Гав-гав, вопросительно сказал Бенни, хлопнув ладошкой по стеклу, и прижался лицом к окну, чтобы увидеть, куда же ушла собака. В свои полтора года Бенни говорил только «гав-гав» и «Брэм». Брэмом он называл точильщика, который изредка проходил мимо. Его звали Брэндон. Бенни его узнавал и всегда бежал встречать. Другие дети уже в год с небольшим знали гораздо больше слов, чем знал Бенни, и умели куда больше, чем делать ручками «па-па» и «ладушки», большинство деток были красивее на вид. А Бенни был долговязый и худенький, а на лицо – вылитый отец, такой же бледный, молчаливый и безнадежный, не хватало только замызганной фуражки. Но он был хороший мальчик.
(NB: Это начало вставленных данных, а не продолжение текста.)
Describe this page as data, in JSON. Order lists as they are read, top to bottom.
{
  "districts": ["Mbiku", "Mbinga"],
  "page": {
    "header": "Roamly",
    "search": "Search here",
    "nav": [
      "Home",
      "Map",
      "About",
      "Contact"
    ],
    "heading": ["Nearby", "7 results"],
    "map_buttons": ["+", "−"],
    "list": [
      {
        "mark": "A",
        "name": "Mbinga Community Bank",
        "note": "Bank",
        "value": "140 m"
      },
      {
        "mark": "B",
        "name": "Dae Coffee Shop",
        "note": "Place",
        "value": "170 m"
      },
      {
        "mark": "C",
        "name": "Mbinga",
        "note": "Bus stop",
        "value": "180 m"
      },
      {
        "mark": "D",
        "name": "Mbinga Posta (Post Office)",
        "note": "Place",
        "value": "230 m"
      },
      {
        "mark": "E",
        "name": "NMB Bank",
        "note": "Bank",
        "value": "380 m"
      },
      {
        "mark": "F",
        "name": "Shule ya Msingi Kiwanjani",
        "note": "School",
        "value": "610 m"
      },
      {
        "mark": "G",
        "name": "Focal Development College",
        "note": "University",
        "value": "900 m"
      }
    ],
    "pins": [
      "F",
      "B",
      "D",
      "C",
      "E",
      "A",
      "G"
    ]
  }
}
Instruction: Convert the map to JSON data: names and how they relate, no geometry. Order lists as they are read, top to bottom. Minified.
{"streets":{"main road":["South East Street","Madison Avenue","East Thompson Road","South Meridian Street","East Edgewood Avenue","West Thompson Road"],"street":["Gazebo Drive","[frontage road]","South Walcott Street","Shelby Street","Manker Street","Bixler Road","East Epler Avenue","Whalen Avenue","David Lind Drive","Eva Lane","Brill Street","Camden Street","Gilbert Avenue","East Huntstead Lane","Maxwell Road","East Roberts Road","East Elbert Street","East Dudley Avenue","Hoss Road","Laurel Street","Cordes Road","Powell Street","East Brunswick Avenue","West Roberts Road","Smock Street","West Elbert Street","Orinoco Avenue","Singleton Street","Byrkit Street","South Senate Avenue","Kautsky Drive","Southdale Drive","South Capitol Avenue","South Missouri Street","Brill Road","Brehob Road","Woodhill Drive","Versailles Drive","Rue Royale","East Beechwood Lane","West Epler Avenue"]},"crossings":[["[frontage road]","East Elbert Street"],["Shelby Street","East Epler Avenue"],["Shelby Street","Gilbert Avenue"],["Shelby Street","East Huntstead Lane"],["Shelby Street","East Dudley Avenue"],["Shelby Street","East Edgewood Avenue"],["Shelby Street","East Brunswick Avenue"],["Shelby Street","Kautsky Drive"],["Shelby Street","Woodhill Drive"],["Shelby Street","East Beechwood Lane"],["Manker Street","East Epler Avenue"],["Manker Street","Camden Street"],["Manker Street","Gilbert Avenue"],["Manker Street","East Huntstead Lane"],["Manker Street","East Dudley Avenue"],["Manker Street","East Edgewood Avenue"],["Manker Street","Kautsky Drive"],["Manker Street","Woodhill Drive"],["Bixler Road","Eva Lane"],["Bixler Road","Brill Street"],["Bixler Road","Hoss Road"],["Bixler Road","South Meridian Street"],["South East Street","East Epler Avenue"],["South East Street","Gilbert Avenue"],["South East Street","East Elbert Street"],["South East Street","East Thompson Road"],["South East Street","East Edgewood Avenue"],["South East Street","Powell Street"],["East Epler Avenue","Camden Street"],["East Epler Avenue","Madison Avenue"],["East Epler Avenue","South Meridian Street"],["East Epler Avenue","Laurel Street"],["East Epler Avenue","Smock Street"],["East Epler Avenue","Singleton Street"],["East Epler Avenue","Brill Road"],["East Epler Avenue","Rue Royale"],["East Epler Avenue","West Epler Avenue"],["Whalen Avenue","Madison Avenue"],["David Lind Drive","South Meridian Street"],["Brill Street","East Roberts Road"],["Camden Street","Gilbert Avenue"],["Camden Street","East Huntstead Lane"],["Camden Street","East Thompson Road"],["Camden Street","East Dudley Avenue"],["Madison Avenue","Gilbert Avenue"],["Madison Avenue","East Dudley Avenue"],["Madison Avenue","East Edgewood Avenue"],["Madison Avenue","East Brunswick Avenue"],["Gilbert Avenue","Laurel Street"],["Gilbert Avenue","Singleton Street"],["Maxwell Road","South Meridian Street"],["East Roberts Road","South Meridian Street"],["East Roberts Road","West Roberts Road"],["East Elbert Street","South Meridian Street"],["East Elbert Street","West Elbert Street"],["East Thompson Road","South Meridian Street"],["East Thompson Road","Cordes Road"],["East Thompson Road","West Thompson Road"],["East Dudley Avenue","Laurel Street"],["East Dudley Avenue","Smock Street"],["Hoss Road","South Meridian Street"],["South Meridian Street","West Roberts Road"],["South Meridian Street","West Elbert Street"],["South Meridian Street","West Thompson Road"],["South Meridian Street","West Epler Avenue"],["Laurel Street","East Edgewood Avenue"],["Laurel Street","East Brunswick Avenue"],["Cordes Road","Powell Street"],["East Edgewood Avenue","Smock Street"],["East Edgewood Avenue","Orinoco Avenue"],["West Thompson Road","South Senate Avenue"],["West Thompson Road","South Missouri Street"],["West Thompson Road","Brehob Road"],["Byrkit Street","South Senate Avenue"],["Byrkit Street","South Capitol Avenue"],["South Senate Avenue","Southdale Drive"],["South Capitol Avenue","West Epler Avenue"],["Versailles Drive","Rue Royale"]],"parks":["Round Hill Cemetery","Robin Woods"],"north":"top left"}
Мог часами стоять и просто смотреть в окно, повторяя «гав-гав, гав-гав» – то тихо и вопросительно, то призывно, нараспев, барабаня ладошками в стекло. Он любил сидеть на ручках, любил, когда его обнимали и качали, как грудничка, – лежит себе, смотрит и улыбается, не то робко, не то настороженно. Патриция знала, что он просто глуп, а она ненавидела глупых. Но Бенни был единственным глупым существом, которое она не ненавидела. Она вытирала ему нос – умело и невозмутимо, пыталась научить его новым словам, требуя, чтобы он повторял за ней: она близко-близко наклонялась к его лицу и твердила настойчиво: При-вет, Бенни, скажи при-вет, а он смотрел на нее и улыбался в ответ своей неповоротливой, неуверенной улыбкой. От этого у нее возникало такое чувство, такое – вроде усталости и безысходности, и она уходила, оставив его в покое, и погружалась в журналы о кино.

На завтрак у нее был только чай с куском сдобной булки, и теперь она проголодалась. Пошарив среди немытой посуды на заляпанном молоком и кашей кухонном столе, Патриция нашла булку, но та раскисла в луже молока и была отвергнута.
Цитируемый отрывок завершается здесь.